Over at Neon Gold’s Empire showcase, New Yorker Morgan Saint is making her case for being the next great underground pop star. She comes on like a cross between MØ and Lorde, an elegant fun to her crisp, catchy melodies. Set closer ‘Just Friends’ is her highlight – a cool pop banger that asks “Why don’t we be friends?/Why don’t we make out?” 100 percent relatable.
Lucas Long seems like he’s raging as The Britanys start playing at Seven Grand. Whether it’s the girls down the front yelling at him to “play The Strokes” or just a surge of aggression at the end of a long SXSW day, his angry energy is working. He begins the set shrouded in a leather jacket and black hoodie, which he later yanks off and throws down on stage in a particularly surly moment. Old songs like ‘Basketholder’ suddenly become more electric, while the emotion in recent single ‘When I’m With You’ feels brilliantly, viscerally 3D. Afterwards, the frontman sports a busted lip from clashing with his microphone, but it seems like a small sacrifice to pay for a set quite this good.

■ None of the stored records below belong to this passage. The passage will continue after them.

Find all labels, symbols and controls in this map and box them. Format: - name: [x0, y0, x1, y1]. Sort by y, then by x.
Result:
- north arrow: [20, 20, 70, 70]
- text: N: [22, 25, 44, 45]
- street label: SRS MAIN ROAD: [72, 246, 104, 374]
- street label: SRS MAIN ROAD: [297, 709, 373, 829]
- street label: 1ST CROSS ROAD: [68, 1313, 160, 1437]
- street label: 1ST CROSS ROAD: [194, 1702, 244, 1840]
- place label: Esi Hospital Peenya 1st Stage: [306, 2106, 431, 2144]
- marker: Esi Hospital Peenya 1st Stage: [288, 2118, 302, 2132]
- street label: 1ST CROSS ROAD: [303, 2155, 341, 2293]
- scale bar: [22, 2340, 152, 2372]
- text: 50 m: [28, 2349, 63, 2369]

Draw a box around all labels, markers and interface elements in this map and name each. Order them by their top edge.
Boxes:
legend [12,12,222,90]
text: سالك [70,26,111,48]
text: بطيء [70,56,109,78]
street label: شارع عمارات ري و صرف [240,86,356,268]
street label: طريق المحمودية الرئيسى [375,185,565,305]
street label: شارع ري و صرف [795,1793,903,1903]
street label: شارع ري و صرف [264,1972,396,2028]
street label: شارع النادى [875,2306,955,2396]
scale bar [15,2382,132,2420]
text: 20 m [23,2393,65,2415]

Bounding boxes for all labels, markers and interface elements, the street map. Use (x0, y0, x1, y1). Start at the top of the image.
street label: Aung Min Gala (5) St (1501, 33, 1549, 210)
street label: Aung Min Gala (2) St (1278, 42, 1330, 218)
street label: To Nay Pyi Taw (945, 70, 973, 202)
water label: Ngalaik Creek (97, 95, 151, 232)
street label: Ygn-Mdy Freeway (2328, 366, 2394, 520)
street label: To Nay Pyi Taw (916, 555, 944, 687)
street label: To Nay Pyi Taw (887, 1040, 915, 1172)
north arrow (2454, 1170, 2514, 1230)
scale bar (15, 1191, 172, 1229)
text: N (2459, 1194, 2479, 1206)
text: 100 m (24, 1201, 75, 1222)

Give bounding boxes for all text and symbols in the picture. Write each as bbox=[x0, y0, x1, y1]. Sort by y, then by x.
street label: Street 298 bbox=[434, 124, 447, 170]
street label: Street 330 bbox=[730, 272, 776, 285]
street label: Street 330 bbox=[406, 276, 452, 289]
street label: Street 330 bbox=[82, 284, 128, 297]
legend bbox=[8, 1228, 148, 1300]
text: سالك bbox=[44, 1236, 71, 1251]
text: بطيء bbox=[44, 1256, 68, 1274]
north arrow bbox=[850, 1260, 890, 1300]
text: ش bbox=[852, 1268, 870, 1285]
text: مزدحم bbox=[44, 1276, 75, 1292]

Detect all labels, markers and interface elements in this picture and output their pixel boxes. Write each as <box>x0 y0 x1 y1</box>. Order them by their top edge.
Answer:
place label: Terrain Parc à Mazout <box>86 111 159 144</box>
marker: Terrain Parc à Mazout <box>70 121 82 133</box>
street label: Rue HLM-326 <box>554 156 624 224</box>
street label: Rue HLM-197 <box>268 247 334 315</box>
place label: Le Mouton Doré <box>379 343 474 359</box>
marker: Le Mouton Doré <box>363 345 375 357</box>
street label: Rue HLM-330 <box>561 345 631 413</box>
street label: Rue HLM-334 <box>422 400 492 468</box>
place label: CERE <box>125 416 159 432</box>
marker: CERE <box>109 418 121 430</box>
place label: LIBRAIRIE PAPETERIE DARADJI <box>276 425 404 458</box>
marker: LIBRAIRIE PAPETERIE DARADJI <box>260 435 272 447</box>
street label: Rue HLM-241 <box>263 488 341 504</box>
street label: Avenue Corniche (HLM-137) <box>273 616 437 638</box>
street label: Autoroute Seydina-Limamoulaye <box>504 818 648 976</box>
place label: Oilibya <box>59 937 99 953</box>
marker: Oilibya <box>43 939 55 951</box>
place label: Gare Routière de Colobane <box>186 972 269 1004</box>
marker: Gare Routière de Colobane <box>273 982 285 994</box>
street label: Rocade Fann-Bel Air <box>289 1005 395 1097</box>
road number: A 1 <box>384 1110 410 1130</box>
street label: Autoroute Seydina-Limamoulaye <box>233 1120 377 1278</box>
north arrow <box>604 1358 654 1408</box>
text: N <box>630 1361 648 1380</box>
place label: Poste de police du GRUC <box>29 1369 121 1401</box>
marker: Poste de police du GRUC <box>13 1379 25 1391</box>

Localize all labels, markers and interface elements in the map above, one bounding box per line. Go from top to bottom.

South Londoners Goat Girl are on their first trip to America and SXSW, and draw one of the biggest crowds at Seven Grand tonight (March 14). Their expressions are, for the most part, still as gloriously unimpressed and nonchalant as ever; the likes of ‘The Man’ and ‘I Don’t Care’ delivered with poker-faced cool that’s even more alluring because of how little they seem like they care about impressing a single person in the room, Austin, or America as a whole. It’s a cover and a previous single that are the biggest standouts of the set – ‘Tomorrow’, taken from the Bugsy Malone soundtrack, and ‘Country Sleaze’. The latter is the perfect primer on what Goat Girl do best – deadpan satirical swipes at the world around them set to jagged indie-rock.